Random song lyric: Feral dog on my right/pissing on a rose bush on this clear frozen night/tell me Mr. dog do you feel alright? - “Bobcat Tracks”

According to the news today is eat outside day. I haven’t eaten outside today but now that I know I guess maybe I’ll go outside and eat something.

So I moved in with a buddy of mine just for a couple weeks because I’m moving soon and I needed a place to rack out (there’s more to this story but I don’t feel like going into it). There was a little confusion about the milk situation and long story short, I used his other roommate’s milk on two consecutive days which resulted in a confrontation about whether or not I was going to be buying my own food. Of course this made things very awkward and now my buddy is gone for a week and it’s just me and this other guy at the apartment so things are very awkward. On the plus side the apartment has a balcony outside which is perfect for smoking my pipe and reading a book.

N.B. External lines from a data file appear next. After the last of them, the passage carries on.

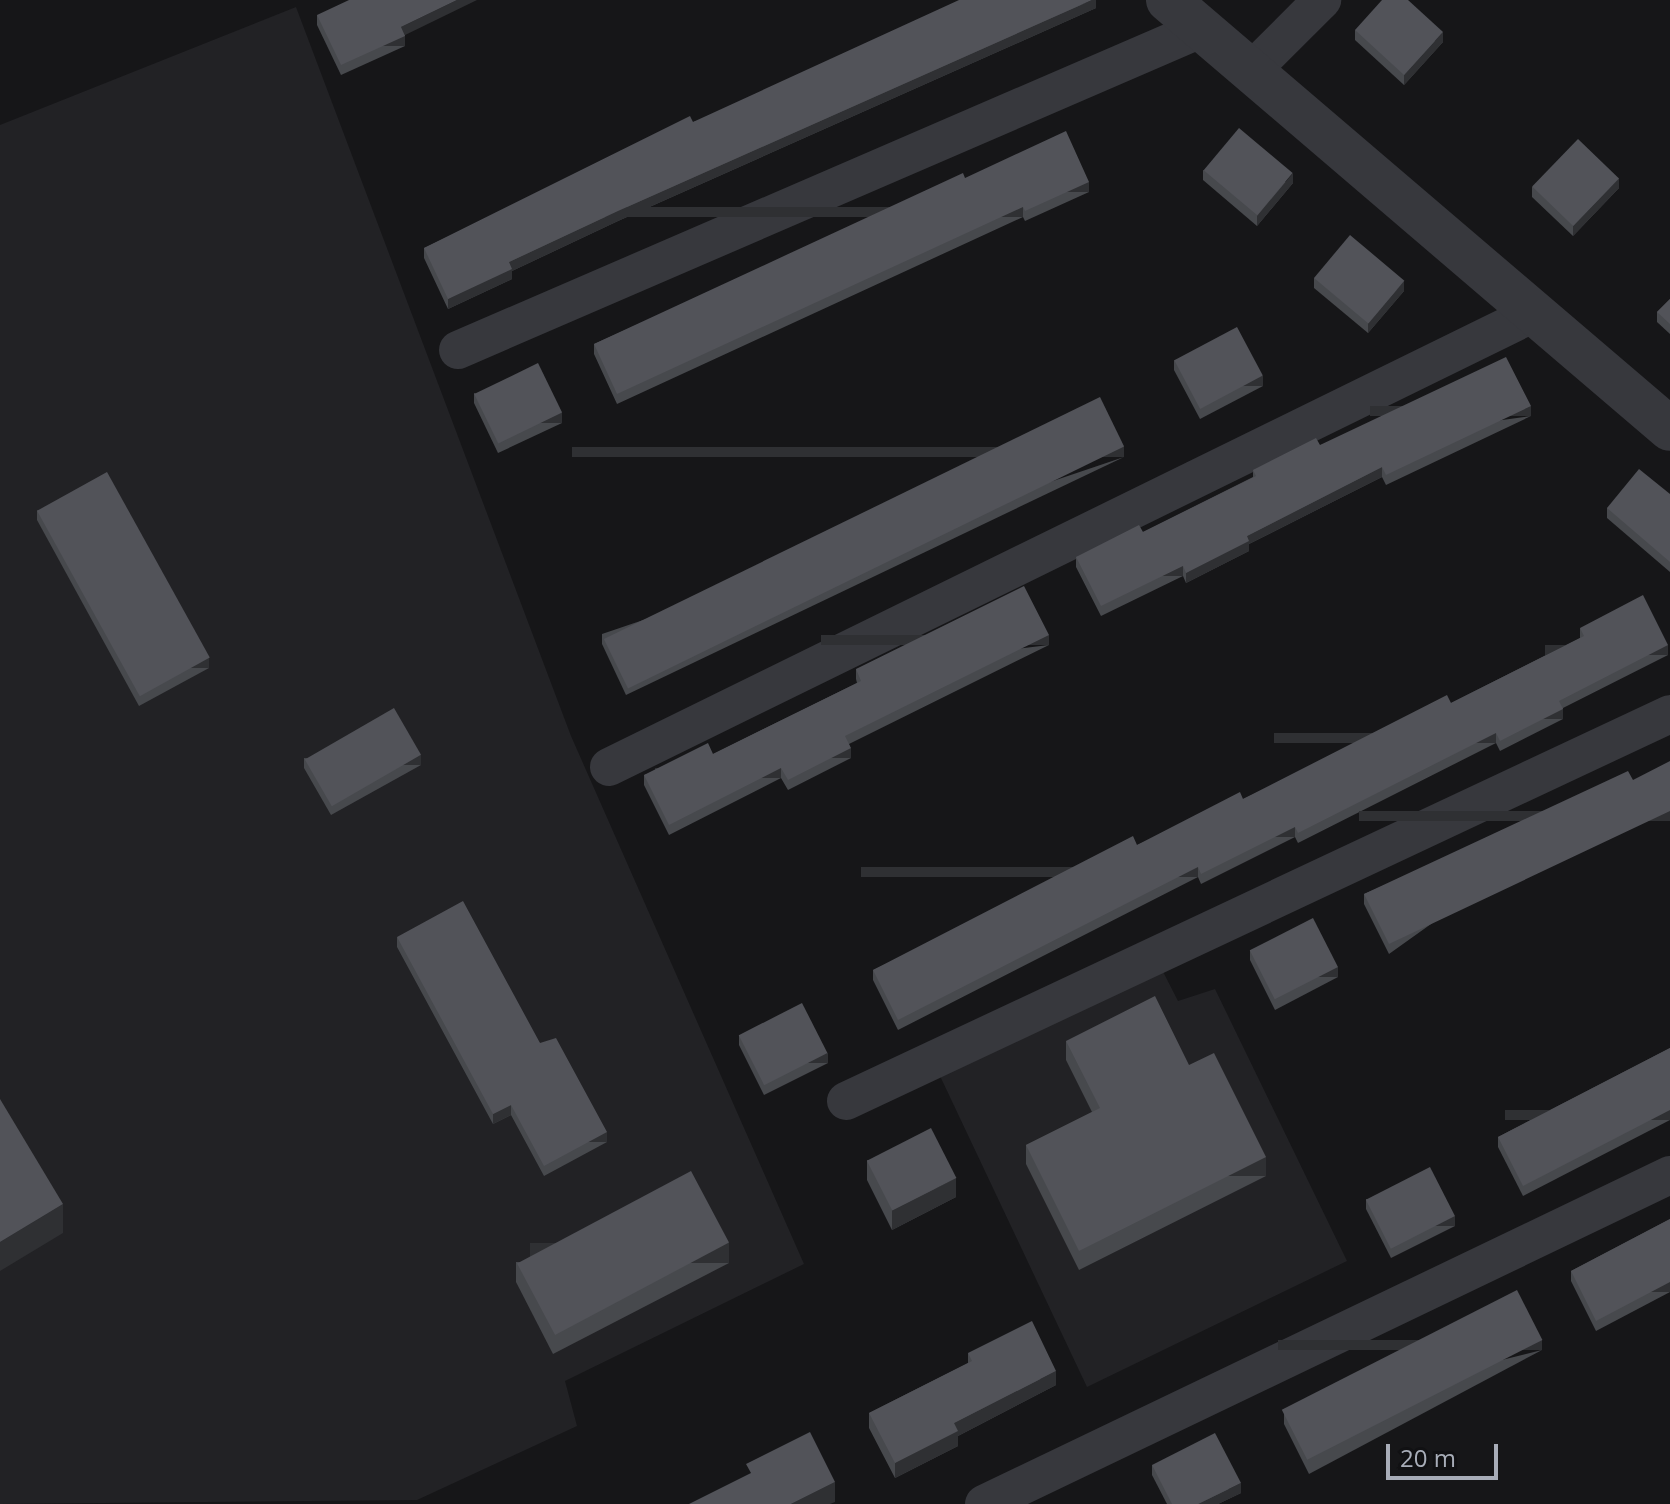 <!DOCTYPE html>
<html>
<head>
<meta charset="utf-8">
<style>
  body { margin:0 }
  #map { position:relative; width:1670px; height:1504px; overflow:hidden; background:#161618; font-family:"Open Sans",sans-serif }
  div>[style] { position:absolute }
  .built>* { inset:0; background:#222225 }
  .minor>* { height:38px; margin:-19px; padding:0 19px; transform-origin:19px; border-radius:19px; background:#37383d }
  .tertiary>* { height:44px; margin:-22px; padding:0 22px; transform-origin:22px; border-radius:22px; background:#37383d }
  .wall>* { inset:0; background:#47494d }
  .shaded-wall>* { inset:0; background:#2f3033; transform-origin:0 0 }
  .building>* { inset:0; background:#525359; transform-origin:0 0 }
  span { translate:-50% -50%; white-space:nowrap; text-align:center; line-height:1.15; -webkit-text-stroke:7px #111113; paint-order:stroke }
  .scale { position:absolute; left:1386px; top:1444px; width:112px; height:36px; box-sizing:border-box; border:4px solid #a8adb8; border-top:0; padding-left:10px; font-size:24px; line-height:28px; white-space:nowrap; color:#a8adb8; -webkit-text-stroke:6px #111113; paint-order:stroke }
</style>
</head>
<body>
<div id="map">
  <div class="built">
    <div style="clip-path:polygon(296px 7px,571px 736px,804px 1264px,565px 1381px,577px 1426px,417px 1500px,0 1504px,0 125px)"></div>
    <div style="clip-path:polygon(1153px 952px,1178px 1001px,1215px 989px,1347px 1261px,1087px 1387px,932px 1059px)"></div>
  </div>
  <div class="minor">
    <div style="left:1253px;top:69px;width:98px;rotate:-45deg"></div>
    <div style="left:458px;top:350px;width:812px;rotate:-23.37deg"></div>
    <div style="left:609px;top:767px;width:1030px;rotate:-26.14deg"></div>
    <div style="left:846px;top:1101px;width:910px;rotate:-25.16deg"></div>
    <div style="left:984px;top:1504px;width:761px;rotate:-25.62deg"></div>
  </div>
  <div class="tertiary">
    <div style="left:1168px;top:0;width:660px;rotate:40.52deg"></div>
  </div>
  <div class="wall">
    <div style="clip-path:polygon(1096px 0,1096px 8px,618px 221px,512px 271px,512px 279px,448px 309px,424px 258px,424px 248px,693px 122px)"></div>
    <div style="clip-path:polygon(317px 15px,405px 35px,405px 46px,341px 75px,317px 25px)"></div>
    <div style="clip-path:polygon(1355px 30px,1443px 42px,1404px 85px,1355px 40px)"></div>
    <div style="clip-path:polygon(1203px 170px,1293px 183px,1257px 226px,1203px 180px)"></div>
    <div style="clip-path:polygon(965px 178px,1089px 192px,1025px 221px,1023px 217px,617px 404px,594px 354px,594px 344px)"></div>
    <div style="clip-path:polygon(1532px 187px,1619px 188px,1573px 236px,1532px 197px)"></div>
    <div style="clip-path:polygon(1314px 278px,1404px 291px,1368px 333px,1314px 288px)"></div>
    <div style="clip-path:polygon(1670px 299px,1670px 334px,1657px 322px,1657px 312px)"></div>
    <div style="clip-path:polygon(1174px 360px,1263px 386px,1200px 419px,1174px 370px)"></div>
    <div style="clip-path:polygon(474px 393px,562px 423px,498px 453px,474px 403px)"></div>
    <div style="clip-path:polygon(1531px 416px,1386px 485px,1382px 477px,1249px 544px,1249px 551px,1186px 583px,1183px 576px,1101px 616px,1076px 567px,1076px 557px,1143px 532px,1253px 477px,1253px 470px,1320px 445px)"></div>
    <div style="clip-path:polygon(1124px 457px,626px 695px,602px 644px,602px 634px)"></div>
    <div style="clip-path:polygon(1670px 494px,1670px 572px,1607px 518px,1607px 508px)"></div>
    <div style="clip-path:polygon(37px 510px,209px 668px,139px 706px,37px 520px)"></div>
    <div style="clip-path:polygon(1580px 628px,1668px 655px,1563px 708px,1563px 719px,1500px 751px,1496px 743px,1298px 843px,1295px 837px,1201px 884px,1198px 877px,898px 1030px,873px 980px,873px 970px,1137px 845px,1243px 799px,1451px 703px,1580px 638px)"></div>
    <div style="clip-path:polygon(1049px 645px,849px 744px,851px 758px,788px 790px,781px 778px,669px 835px,644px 785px,644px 775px,713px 754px,857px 683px,856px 679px,856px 669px)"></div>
    <div style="clip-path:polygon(304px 758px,421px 765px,331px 815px,304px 768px)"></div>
    <div style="clip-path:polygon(1633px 780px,1389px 954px,1364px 904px,1364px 894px)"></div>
    <div style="clip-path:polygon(397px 937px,540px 1043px,607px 1142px,544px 1176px,511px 1115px,493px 1124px,397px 947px)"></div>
    <div style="clip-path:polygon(1250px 950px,1338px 977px,1275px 1010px,1250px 960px)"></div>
    <div style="clip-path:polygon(739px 1035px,828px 1063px,764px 1095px,739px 1045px)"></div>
    <div style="clip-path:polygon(1066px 1041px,1189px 1065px,1266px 1176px,1079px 1270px,1026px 1164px,1026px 1145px,1092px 1112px,1066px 1060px)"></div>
    <div style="clip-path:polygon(1670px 1048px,1670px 1120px,1523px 1196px,1498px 1147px,1498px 1137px)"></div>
    <div style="clip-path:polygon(867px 1160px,956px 1197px,892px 1230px,867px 1180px)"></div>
    <div style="clip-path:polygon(1366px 1199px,1455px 1226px,1391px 1258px,1366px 1209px)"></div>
    <div style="clip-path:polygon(1670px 1219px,1670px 1292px,1596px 1331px,1571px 1281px,1571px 1271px)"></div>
    <div style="clip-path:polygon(516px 1262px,729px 1263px,553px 1354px,516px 1282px)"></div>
    <div style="clip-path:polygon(1542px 1350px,1309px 1474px,1284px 1424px,1284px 1414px)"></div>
    <div style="clip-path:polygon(968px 1353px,1056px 1385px,958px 1436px,958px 1446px,895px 1478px,869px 1428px,869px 1413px,968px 1363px)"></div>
    <div style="clip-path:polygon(1152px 1465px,1241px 1493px,1218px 1504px,1167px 1504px,1152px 1475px)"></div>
  </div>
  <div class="shaded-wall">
    <div style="clip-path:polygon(457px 0,477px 0,401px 37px,401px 27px)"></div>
    <div style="clip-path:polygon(1092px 0,1096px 0,1096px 8px,618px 221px,512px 271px,512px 279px,448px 309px,448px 299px,509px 262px,618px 211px)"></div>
    <div style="clip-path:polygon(1443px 32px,1443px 42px,1404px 85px,1404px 75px)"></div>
    <div style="left:405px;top:36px;width:10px;height:70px;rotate:90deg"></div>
    <div style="clip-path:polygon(1293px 173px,1293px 183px,1257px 226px,1257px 216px)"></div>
    <div style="clip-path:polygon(1619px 178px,1619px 188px,1573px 236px,1573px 226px)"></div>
    <div style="left:1089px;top:182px;width:10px;height:70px;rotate:90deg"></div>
    <div style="left:1023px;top:207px;width:10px;height:447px;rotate:90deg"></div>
    <div style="clip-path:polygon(1404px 281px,1404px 291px,1368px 333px,1368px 323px)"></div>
    <div style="left:1263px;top:376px;width:10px;height:71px;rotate:90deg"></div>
    <div style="left:1531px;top:406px;width:10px;height:161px;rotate:90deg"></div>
    <div style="left:562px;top:413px;width:10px;height:71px;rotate:90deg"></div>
    <div style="left:1124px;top:447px;width:10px;height:552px;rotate:90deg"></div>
    <div style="clip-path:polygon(1382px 467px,1382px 477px,1249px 544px,1249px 551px,1186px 583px,1186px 573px,1247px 536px)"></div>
    <div style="left:1183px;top:566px;width:10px;height:91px;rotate:90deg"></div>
    <div style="left:1049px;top:635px;width:10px;height:228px;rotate:90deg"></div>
    <div style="left:1668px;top:645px;width:10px;height:123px;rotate:90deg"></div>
    <div style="left:209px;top:658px;width:10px;height:80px;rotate:90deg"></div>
    <div style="left:1563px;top:709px;width:10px;height:71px;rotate:90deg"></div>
    <div style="left:1496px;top:733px;width:10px;height:222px;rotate:90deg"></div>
    <div style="left:851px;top:748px;width:10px;height:71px;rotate:90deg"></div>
    <div style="left:421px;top:755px;width:10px;height:103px;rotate:90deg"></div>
    <div style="left:781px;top:768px;width:10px;height:126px;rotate:90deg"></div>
    <div style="left:1670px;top:811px;width:10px;height:311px;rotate:90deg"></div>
    <div style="left:1295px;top:827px;width:10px;height:105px;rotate:90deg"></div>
    <div style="left:1198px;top:867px;width:10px;height:337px;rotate:90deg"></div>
    <div style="left:1338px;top:967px;width:10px;height:71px;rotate:90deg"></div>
    <div style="left:828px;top:1053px;width:10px;height:72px;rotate:90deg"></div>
    <div style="clip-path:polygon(511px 1105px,511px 1115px,493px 1124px,493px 1114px)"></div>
    <div style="left:1670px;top:1110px;width:10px;height:165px;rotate:90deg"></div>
    <div style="left:607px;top:1132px;width:10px;height:72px;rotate:90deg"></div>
    <div style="left:1266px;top:1157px;width:19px;height:209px;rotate:90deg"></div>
    <div style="clip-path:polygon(956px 1178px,956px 1197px,892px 1230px,892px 1210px)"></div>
    <div style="clip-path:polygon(63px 1204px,63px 1233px,0 1271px,0 1242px)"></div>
    <div style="left:1455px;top:1216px;width:10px;height:72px;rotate:90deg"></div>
    <div style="left:729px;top:1243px;width:20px;height:199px;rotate:90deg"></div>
    <div style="left:1670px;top:1282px;width:10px;height:84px;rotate:90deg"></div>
    <div style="left:1542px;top:1340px;width:10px;height:264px;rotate:90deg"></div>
    <div style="clip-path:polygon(1056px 1371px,1056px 1385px,958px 1436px,958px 1446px,895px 1478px,895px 1463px,954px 1423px)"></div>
    <div style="clip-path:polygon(835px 1482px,835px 1502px,830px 1504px,791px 1504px)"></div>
    <div style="clip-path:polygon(1241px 1483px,1241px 1493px,1218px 1504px,1198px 1504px)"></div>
  </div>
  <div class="building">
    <div style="clip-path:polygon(349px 0,457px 0,401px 27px,405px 36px,341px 65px,317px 15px)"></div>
    <div style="clip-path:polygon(959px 0,1092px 0,618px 211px,509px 262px,512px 269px,448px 299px,424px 248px,690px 116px,693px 122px)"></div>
    <div style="clip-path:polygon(1382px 0,1408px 0,1443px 32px,1404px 75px,1355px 30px)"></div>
    <div style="left:1239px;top:128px;width:70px;height:55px;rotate:40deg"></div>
    <div style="clip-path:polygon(1066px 131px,1089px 182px,1025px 211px,1023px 207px,617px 394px,594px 344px,963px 173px,965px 178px)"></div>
    <div style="left:1578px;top:139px;width:57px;height:66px;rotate:44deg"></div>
    <div style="left:1350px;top:235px;width:71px;height:56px;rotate:40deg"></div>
    <div style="clip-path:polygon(1670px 299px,1670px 324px,1657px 312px)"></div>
    <div style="left:1237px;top:327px;width:55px;height:71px;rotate:62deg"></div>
    <div style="clip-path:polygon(1506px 357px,1531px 406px,1386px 475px,1382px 467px,1247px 536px,1249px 541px,1186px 573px,1183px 566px,1101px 606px,1076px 557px,1139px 525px,1143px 532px,1256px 476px,1253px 470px,1316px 438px,1320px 445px)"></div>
    <div style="left:538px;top:363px;width:55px;height:71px;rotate:64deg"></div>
    <div style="left:1100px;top:397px;width:55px;height:552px;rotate:64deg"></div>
    <div style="clip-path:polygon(1639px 469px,1670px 494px,1670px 562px,1607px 508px)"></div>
    <div style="left:107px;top:472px;width:212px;height:80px;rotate:61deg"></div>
    <div style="clip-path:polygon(1024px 586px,1049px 635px,845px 736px,851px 748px,788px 780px,781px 768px,669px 825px,644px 775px,708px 743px,713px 754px,861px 681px,856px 669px)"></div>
    <div style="clip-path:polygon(1643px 595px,1668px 645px,1559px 701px,1563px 709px,1500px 741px,1496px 733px,1298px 833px,1295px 827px,1201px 874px,1198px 867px,898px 1020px,873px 970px,1133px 836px,1137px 845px,1240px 792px,1243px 799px,1447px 695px,1451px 703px,1584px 636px,1580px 628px)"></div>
    <div style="left:394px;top:708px;width:54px;height:103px;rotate:60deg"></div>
    <div style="clip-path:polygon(1670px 761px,1670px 811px,1389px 944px,1364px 894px,1628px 771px,1633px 780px)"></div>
    <div style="clip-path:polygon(463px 901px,540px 1043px,556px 1038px,607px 1132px,544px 1166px,511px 1105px,493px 1114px,397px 937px)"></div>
    <div style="left:1313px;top:918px;width:55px;height:71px;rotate:63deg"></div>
    <div style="clip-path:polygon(1155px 996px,1189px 1065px,1214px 1053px,1266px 1157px,1079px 1251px,1026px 1145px,1100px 1108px,1066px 1041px)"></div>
    <div style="left:802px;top:1003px;width:56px;height:71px;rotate:63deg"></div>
    <div style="clip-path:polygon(1670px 1048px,1670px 1110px,1523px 1186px,1498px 1137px)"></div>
    <div style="clip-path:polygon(0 1099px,63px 1204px,0 1242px)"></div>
    <div style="left:931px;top:1128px;width:56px;height:72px;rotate:63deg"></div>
    <div style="left:1430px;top:1167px;width:55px;height:72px;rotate:63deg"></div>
    <div style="left:691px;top:1171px;width:81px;height:197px;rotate:62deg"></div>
    <div style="clip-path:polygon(1670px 1219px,1670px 1282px,1596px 1321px,1571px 1271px)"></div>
    <div style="left:1517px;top:1290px;width:56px;height:264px;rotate:63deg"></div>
    <div style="clip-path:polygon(1032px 1321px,1056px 1371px,954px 1423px,958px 1431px,895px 1463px,869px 1413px,972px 1361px,968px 1353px)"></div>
    <div style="clip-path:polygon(810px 1432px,835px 1482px,791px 1504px,689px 1504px,751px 1473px,746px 1464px)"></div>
    <div style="clip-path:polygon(1215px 1433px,1241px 1483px,1198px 1504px,1172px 1504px,1152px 1465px)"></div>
  </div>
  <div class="scale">20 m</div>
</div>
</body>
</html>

Speaking of books I’m reading four at the moment. Quicksilver by Neal Stephenson; Neal is unapologetically sarcastic which is why I enjoy him so much. It’s a fiction loosely based on historical people i.e. Isaac Newton, Huygens, Oliver Cromwell. He’s also very intelligent and he writes about binary code and integral calculus in a way that you can at least understand what he’s talking about. The Short Stories of Ernest Hemingway by Ernest Hemingway; self explanatory. In Harm’s Way by…uh I forget. It’s about the sinking of the U.S. Indianapolis in WWII and how something like 600 sailors got eaten by sharks because the Navy couldn’t find them. Finally Winterbirth by Brian Ruckley, this is a frivolous read for me. I read a biography about Theodore Roosevelt that said he would be reading Thomas Aquinas one minute and penny pulps the next. So that’s my justification for reading frivolous fiction. I was at the bookstore and the thought occurred to me that I hadn’t read any epic fantasy in a while and I picked up this book that had a blurb from a review on the cover ‘putting the epic back in epic fantasy’ – Bob Readsalot, Time Magazine. So I bought it, and it’s pretty good.

I’m on my second cup of coffee.

The weather gloriously changed today, the high where I’m at is 72 degrees. The day before it was 93 with 110% humidity; how that’s possible I have no idea but believe me it is.

Well this blog started nowhere, which coincidentally is also where it seems to be going, so in keeping with the theme I will end it abruptly.